Task requirements: The answer must be every line from the entries below that includes "buttons".

Stored data:

[Start of section]

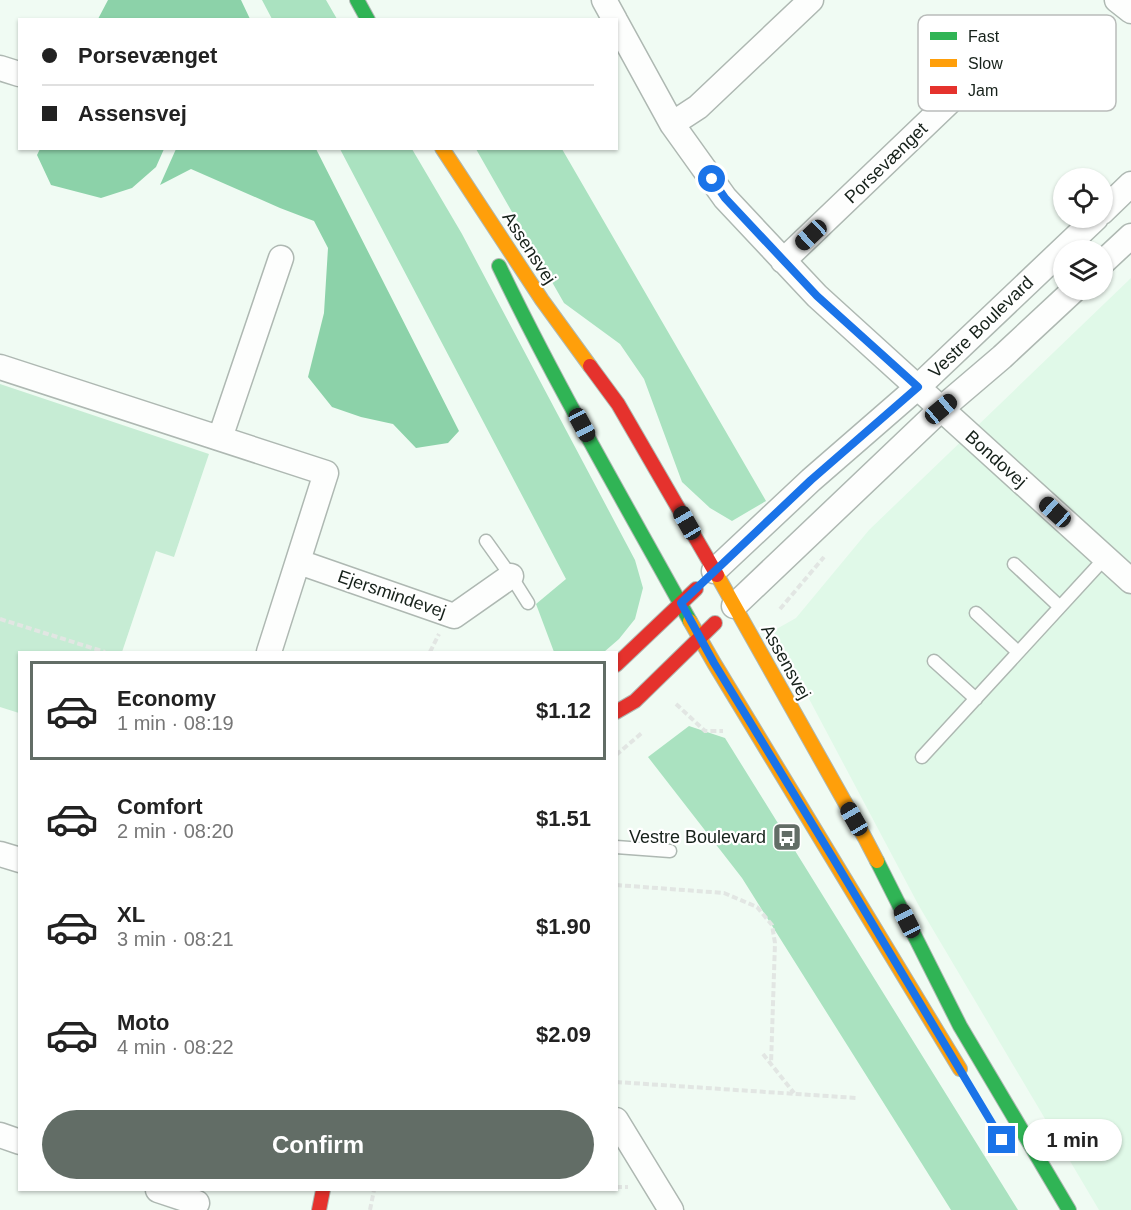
<!DOCTYPE html>
<meta charset="utf-8">
<style>
:root{--surface:#fff;--page:#f6f6f6;--text:#222;--muted:#767676;--line:#e0e0e0;--accent:#626d66}
body{margin:0;font-family:Arial,sans-serif;background:var(--page);color:var(--text);height:100vh;display:flex;flex-direction:column;font-size:22px;white-space:nowrap}
*{box-sizing:border-box;margin:0}
p{font-size:20px;color:var(--muted)}
.icon{flex:none;width:33px;height:33px;fill:none;stroke:currentColor;stroke-width:2;stroke-linecap:round;stroke-linejoin:round}
.map{position:relative;flex:1;overflow:hidden}
.side{position:absolute;left:18px;top:651px;width:600px;height:540px;display:flex;flex-direction:column;background:var(--surface);border-radius:0px;box-shadow:0 2px 4px #0004}
.side>*{flex:none}
.banner{position:absolute;left:18px;top:18px;width:600px;height:132px;border-radius:0px;box-shadow:0 2px 4px #0004;display:grid;align-content:center;height:132px;padding:0 24px;background:var(--surface)}
.buttons{position:absolute;left:1053px;top:168px;display:grid;gap:12px}
.buttons a{display:grid;place-items:center;width:60px;height:60px;border-radius:50%;background:var(--surface);box-shadow:0 2px 4px #0004;font-size:30px}
.end{position:absolute;width:27px;height:27px;margin:-14px;border:8px solid #1a73e8;background:#fff;box-shadow:0 0 0 3px #fff}
.from{border-radius:50%}
.bubble{position:absolute;height:42px;border-radius:21px;background:var(--surface);box-shadow:0 2px 4px #0004;font-size:20px;font-weight:600;line-height:42px;text-align:center}
.car{position:absolute;width:18px;height:36px;margin:-18px -9px;border-radius:8px;box-shadow:0 0 4px 2px #0007;background:linear-gradient(#222 24%,#8ab4d8 0 40%,#222 0 76%,#8ab4d8 0 86%,#222 0)}
.banner b{display:flex;align-items:center;gap:21px;height:57px;font-size:22px}
.banner b+b{border-top:2px solid var(--line)}
.banner i{width:15px;height:15px;background:var(--text)}
ul{padding:10px 0 0;list-style:none}
li{display:flex;align-items:center;gap:18px;height:99px;margin:0 12px 9px;padding:0 12px;border:3px solid transparent;border-radius:0px}
li div{flex:1}
li b{display:block;font-size:22px}
li em{font-style:normal;font-weight:600}
li.current{border-color:var(--accent)}
li>.icon{width:54px;height:54px;stroke-width:1.5}
.button{display:flex;gap:12px;margin-top:auto;padding:12px 24px}
.button a{flex:1;height:69px;border-radius:36px;background:var(--accent);color:#fff;font-size:24px;font-weight:600;line-height:69px;text-align:center}
.map>svg:first-child{display:block}
.built{fill:#e0f9e8}
.green{fill:#c6ecd4}
.forest{fill:#aae2c0}
.water{fill:#8cd2a9}
.lines{fill:none;stroke-linecap:round;stroke-linejoin:round}
.lane-casing{stroke:#aeb8b2;stroke-width:15}
.street-casing{stroke:#aeb8b2;stroke-width:27}
.fast-casing{stroke:#aeb8b2;stroke-width:16}
.slow-casing{stroke:#aeb8b2;stroke-width:16}
.jam-casing{stroke:#aeb8b2;stroke-width:16}
.path{stroke:#e2e6e3;stroke-width:4;stroke-dasharray:6 3;stroke-linecap:butt}
.lane{stroke:#fdfefd;stroke-width:12}
.street{stroke:#fdfefd;stroke-width:24}
.fast{stroke:#30b455;stroke-width:14}
.slow{stroke:#ff9f0a;stroke-width:14}
.jam{stroke:#e5322d;stroke-width:14}
.route{stroke:#1a73e8;stroke-width:8}
.labels{text-anchor:middle;dominant-baseline:central;stroke-width:4.5;stroke-linejoin:round;paint-order:stroke}
.street-label{font-size:18px;fill:#16211a;stroke:#fff}
.poi-label{font-size:18px;fill:#16211a;stroke:#fff;text-anchor:end}
.key{fill:#fff;stroke:#b9bcba;stroke-width:1.5}
.key-label{font-size:16px;fill:#16211a}
</style>
<div class="map">
<svg width="1131" height="1210" viewBox="0 0 1131 1210">
<rect width="100%" height="100%" fill="#f0fbf3"/>
<path class="built" d="M1131 278V1210H1099L919 906 773 631 796 618 869 530Z"/>
<path class="green" d="M0 384 209 454 174 557 156 551 122 652H20L19 713 0 707Z"/>
<path class="forest" d="M262 0H326L337 19H272Z
M340 149H412L462 234 635 560 643 588 635 619 619 639 604 652H554L536 604 566 579Z
M476 149H562L766 501 732 521 710 508 682 482 644 379 620 344 564 303Z
M689 726 725 738 1018 1210H951L742 878 648 757Z"/>
<path class="water" d="M108 0H241L250 19H98Z
M40 149V148L164 149 156 167 132 188 101 198 51 185 37 155Z
M176 149H316L459 431 448 443 416 448 393 424 361 417 332 407 308 377 324 313 328 248 314 221 280 208 191 169 160 185Z"/>
<g class="lines">
<g class="lane-casing">
<path id="lane" d="M486 541 511 576 528 603
M1014 564 1060 607
M976 613 1018 652
M934 661 976 699
M922 757 1105 558
M616 847 670 851"/>
</g>
<g class="street-casing">
<path id="street" d="M604 0 615 20
M1117 0 1131 11
M616 22 672 124 725 198 817 296 1131 581
M0 68 19 74
M672 124 698 107 811 0
M1102 212 1131 184
M783 261 1014 40
M1102 263 1131 236
M0 367 326 473 269 652
M220 438 281 258
M299 562 454 616 511 576
M714 571 811 480 918 387 1096 218
M734 606 941 409 1002 357 1074 290
M0 854 20 860
M616 1120 671 1210
M0 1135 20 1142
M158 1190 197 1203"/>
</g>
<g class="fast-casing">
<path id="fast" d="M357 0 368 20
M499 266C557 387 625 503 690 621
M877 861 960 1026 1069 1210"/>
</g>
<g class="slow-casing">
<path id="slow" d="M442 148 542 300 590 366
M717 575 865 838 877 861
M690 621 714 663 960 1069"/>
</g>
<g class="jam-casing">
<path id="jam" d="M590 366 618 404 717 575
M616 665 696 589
M616 712 635 701 715 623
M319 1210 323 1190"/>
</g>
<path class="path" d="M780 609 824 557
M0 619 105 652
M430 652 439 634
M676 704 705 731H723
M616 755 643 732
M616 885 724 893 757 907 772 925 775 943 771 1064
M763 1054 794 1093
M616 1082 857 1098
M616 1187H628
M370 1210 374 1190"/>
<use href="#lane" class="lane"/>
<use href="#street" class="street"/>
<use href="#fast" class="fast"/>
<use href="#slow" class="slow"/>
<use href="#jam" class="jam"/>
</g>
<g class="lines">
<path class="route" d="M712 179 725 198 817 296 918 387 811 480 681 603 714 663 833 858 1002 1140"/>
</g>
<defs>
<g id="bus-square" transform="scale(1.5)"><rect x="-9" y="-9" width="18" height="18" rx="4" fill="#626d66" stroke="#fff"/><path d="M-5-6H5V4H4V6H2V4H-2V6H-4V4H-5ZM-3.5-4V0h7V-4ZM-3.5 1.2v1.5H-2V1.2ZM2 1.2v1.5H3.5V1.2Z" fill="#fff"/></g>
</defs>
<g fill-rule="evenodd">
<use href="#bus-square" x="787" y="837"/>
</g>
<g class="labels">
<g class="street-label">
<text transform="translate(886 163) rotate(-44)">Porsevænget</text>
<text transform="translate(529 248) rotate(57)">Assensvej</text>
<text transform="translate(981 327) rotate(-44)">Vestre Boulevard</text>
<text transform="translate(996 459) rotate(42)">Bondovej</text>
<text transform="translate(392 594) rotate(19)">Ejersmindevej</text>
<text transform="translate(786 662) rotate(61)">Assensvej</text>
</g>
<g class="poi-label">
<text x="766" y="837">Vestre Boulevard</text>
</g>
</g>
<rect x="918" y="15" width="198" height="96" rx="9" class="key"/>
<rect x="930" y="32" width="27" height="8" fill="#30b455"/>
<rect x="930" y="59" width="27" height="8" fill="#ff9f0a"/>
<rect x="930" y="86" width="27" height="8" fill="#e5322d"/>
<g class="key-label">
<text x="968" y="42">Fast</text>
<text x="968" y="69">Slow</text>
<text x="968" y="96">Jam</text>
</g>
</svg>
<div class="buttons">
<a><svg class="icon" aria-label="locate" viewBox="0 0 24 24"><circle cx="12" cy="12" r="6"/><path d="M12 2v4M12 18v4M2 12h4M18 12h4"/></svg></a>
<a><svg class="icon" aria-label="layers" viewBox="0 0 24 24"><path d="M12 4l9 5-9 5-9-5zM3 14l9 5 9-5"/></svg></a>
</div>
<i class="end from" style="left:712px;top:179px"></i>
<i class="end" style="left:1002px;top:1140px"></i>
<div class="bubble" style="left:1023px;top:1119px;width:99px">1 min</div>
<i class="car" style="left:811px;top:235px;rotate:227deg"></i>
<i class="car" style="left:941px;top:409px;rotate:50deg"></i>
<i class="car" style="left:582px;top:425px;rotate:152deg"></i>
<i class="car" style="left:1055px;top:512px;rotate:312deg"></i>
<i class="car" style="left:687px;top:523px;rotate:330deg"></i>
<i class="car" style="left:854px;top:819px;rotate:330deg"></i>
<i class="car" style="left:907px;top:921px;rotate:333deg"></i>
<div class="banner">
<b><i class="from"></i>Porsevænget</b>
<b><i></i>Assensvej</b>
</div>
<section class="side">
<ul>
<li class="current"><svg class="icon" aria-label="car" viewBox="0 0 24 24"><path d="M5 17H2v-5l4-1 3-4h7l3 4 3 1v5h-3M9 17h6M6 11h13"/><circle cx="7" cy="17" r="2"/><circle cx="17" cy="17" r="2"/></svg><div><b>Economy</b><p>1 min · 08:19</p></div><em>$1.12</em></li>
<li><svg class="icon" aria-label="car" viewBox="0 0 24 24"><path d="M5 17H2v-5l4-1 3-4h7l3 4 3 1v5h-3M9 17h6M6 11h13"/><circle cx="7" cy="17" r="2"/><circle cx="17" cy="17" r="2"/></svg><div><b>Comfort</b><p>2 min · 08:20</p></div><em>$1.51</em></li>
<li><svg class="icon" aria-label="car" viewBox="0 0 24 24"><path d="M5 17H2v-5l4-1 3-4h7l3 4 3 1v5h-3M9 17h6M6 11h13"/><circle cx="7" cy="17" r="2"/><circle cx="17" cy="17" r="2"/></svg><div><b>XL</b><p>3 min · 08:21</p></div><em>$1.90</em></li>
<li><svg class="icon" aria-label="car" viewBox="0 0 24 24"><path d="M5 17H2v-5l4-1 3-4h7l3 4 3 1v5h-3M9 17h6M6 11h13"/><circle cx="7" cy="17" r="2"/><circle cx="17" cy="17" r="2"/></svg><div><b>Moto</b><p>4 min · 08:22</p></div><em>$2.09</em></li>
</ul>
<div class="button"><a>Confirm</a></div>
</section>
</div>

[End of section]

Written response:
.buttons{position:absolute;left:1053px;top:168px;display:grid;gap:12px}
.buttons a{display:grid;place-items:center;width:60px;height:60px;border-radius:50%;background:var(--surface);box-shadow:0 2px 4px #0004;font-size:30px}
<div class="buttons">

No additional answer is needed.